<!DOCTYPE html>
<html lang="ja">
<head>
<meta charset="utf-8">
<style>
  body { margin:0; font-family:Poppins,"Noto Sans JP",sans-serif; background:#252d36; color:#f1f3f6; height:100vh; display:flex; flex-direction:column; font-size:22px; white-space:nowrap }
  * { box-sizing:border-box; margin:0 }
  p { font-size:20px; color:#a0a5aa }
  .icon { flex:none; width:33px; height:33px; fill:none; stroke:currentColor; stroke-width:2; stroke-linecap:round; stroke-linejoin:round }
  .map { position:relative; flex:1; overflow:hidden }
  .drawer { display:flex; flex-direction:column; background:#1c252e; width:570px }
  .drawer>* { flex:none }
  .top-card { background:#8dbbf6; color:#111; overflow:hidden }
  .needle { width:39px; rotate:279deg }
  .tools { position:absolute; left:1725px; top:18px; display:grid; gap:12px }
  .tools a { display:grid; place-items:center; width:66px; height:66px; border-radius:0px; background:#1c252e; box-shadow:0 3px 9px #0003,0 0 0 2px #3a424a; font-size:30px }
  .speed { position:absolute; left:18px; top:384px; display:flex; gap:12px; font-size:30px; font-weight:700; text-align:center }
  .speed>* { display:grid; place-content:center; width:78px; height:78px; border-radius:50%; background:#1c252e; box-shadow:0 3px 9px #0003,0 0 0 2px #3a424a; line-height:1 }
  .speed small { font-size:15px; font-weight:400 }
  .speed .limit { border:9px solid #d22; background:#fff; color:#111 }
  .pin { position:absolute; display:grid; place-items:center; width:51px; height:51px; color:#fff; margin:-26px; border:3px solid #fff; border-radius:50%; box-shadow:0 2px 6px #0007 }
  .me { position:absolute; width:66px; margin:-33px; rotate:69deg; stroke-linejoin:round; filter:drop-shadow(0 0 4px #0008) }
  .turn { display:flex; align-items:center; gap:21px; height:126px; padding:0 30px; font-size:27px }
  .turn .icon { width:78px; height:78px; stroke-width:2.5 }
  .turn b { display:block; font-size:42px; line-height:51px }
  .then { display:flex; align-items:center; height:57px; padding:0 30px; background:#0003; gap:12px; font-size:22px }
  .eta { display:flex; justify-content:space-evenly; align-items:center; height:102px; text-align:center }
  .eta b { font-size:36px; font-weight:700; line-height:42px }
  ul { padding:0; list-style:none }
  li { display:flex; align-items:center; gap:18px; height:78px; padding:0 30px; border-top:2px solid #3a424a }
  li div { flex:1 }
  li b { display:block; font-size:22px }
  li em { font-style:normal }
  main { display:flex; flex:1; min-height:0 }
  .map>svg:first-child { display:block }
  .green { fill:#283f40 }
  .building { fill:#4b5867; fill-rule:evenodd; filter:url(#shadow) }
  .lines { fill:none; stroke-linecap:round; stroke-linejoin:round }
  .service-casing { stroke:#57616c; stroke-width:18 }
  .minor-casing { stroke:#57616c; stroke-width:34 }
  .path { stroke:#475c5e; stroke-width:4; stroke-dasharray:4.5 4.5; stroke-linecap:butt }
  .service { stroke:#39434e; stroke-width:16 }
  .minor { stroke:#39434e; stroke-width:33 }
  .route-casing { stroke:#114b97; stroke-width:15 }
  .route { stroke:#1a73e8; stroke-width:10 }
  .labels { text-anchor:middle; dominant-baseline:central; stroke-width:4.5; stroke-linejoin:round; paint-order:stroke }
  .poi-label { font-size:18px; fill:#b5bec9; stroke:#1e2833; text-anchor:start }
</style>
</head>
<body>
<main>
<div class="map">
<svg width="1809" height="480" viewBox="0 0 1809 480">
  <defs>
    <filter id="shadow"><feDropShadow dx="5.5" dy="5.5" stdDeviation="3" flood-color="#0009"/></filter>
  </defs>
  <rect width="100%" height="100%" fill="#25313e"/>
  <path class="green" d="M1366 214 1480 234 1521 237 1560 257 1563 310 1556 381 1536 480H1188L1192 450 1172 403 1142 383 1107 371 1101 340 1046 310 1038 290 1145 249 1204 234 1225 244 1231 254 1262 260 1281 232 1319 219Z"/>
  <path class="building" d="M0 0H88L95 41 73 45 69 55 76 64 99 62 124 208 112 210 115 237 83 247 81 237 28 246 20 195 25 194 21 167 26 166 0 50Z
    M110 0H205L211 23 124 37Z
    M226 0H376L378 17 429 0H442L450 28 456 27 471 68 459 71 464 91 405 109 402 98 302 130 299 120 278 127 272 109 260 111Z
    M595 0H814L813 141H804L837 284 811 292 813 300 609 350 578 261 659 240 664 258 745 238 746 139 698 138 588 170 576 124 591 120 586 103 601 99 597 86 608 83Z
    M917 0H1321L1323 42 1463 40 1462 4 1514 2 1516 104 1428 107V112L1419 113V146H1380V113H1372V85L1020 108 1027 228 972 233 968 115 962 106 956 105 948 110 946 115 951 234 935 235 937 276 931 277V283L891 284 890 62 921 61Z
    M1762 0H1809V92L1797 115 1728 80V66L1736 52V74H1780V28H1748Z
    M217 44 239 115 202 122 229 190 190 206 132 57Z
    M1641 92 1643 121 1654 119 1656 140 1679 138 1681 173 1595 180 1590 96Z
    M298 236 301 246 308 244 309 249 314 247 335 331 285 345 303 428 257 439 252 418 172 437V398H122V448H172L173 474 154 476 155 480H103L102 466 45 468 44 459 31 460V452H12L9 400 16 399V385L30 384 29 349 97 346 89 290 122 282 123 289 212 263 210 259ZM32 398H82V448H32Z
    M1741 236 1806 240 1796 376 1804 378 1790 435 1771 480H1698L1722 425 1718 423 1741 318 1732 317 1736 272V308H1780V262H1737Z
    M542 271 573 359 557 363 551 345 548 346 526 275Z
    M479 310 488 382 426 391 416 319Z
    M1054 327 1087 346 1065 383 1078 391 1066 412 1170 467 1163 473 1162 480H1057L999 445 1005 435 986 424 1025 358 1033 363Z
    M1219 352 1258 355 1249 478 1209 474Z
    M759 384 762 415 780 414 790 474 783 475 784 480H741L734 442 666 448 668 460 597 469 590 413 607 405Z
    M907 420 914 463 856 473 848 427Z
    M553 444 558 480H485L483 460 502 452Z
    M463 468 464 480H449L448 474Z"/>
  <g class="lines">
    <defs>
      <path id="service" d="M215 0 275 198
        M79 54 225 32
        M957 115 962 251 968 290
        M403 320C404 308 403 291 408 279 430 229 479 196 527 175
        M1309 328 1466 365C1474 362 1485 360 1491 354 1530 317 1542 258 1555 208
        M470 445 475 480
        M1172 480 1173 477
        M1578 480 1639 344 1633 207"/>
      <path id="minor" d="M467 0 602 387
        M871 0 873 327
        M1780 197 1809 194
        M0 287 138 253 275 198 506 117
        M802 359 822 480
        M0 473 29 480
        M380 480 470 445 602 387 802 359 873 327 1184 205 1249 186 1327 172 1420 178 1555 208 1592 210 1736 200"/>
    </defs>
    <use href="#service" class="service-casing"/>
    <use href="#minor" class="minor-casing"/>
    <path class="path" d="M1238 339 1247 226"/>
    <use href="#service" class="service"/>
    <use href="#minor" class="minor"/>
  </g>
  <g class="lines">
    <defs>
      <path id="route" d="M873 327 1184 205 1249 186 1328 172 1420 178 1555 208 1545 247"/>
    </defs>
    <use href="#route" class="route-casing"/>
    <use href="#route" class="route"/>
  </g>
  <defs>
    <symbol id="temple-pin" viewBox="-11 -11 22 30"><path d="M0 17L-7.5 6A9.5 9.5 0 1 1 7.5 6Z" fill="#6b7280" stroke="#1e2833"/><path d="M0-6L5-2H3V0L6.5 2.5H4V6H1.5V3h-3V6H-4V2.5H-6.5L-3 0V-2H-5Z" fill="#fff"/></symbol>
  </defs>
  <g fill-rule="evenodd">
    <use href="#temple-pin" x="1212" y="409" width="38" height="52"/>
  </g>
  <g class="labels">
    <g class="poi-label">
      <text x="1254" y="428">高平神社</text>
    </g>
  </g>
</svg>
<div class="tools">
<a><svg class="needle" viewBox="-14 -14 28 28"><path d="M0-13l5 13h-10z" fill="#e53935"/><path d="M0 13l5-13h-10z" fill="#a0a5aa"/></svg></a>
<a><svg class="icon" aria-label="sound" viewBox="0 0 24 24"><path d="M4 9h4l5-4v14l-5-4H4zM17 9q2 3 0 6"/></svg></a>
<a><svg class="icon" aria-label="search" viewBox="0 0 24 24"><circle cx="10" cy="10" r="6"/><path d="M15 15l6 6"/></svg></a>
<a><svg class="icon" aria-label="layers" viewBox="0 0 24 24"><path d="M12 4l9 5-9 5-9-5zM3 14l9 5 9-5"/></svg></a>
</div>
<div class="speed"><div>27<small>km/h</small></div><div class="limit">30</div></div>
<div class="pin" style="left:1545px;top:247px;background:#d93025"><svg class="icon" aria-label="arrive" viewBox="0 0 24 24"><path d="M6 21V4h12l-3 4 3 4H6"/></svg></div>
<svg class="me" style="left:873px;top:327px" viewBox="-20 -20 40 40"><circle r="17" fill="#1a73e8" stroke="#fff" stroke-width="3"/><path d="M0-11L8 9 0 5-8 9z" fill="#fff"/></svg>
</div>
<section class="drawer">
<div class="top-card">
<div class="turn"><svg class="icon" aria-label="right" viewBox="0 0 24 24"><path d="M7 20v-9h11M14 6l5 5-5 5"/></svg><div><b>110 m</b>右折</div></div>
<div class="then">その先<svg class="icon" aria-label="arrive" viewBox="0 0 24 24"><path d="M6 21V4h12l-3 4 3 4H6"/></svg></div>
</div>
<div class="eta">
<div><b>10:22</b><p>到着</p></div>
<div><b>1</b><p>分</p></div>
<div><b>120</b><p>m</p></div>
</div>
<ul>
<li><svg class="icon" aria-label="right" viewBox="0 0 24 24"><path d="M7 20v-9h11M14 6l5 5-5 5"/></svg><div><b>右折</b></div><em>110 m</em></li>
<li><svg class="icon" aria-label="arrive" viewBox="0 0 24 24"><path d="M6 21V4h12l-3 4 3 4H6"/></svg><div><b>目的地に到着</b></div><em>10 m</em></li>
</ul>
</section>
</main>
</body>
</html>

**Work order**
Search the records above for the string "linecap". Copy every line that contains it.

**Your solution**
  .icon { flex:none; width:33px; height:33px; fill:none; stroke:currentColor; stroke-width:2; stroke-linecap:round; stroke-linejoin:round }
  .lines { fill:none; stroke-linecap:round; stroke-linejoin:round }
  .path { stroke:#475c5e; stroke-width:4; stroke-dasharray:4.5 4.5; stroke-linecap:butt }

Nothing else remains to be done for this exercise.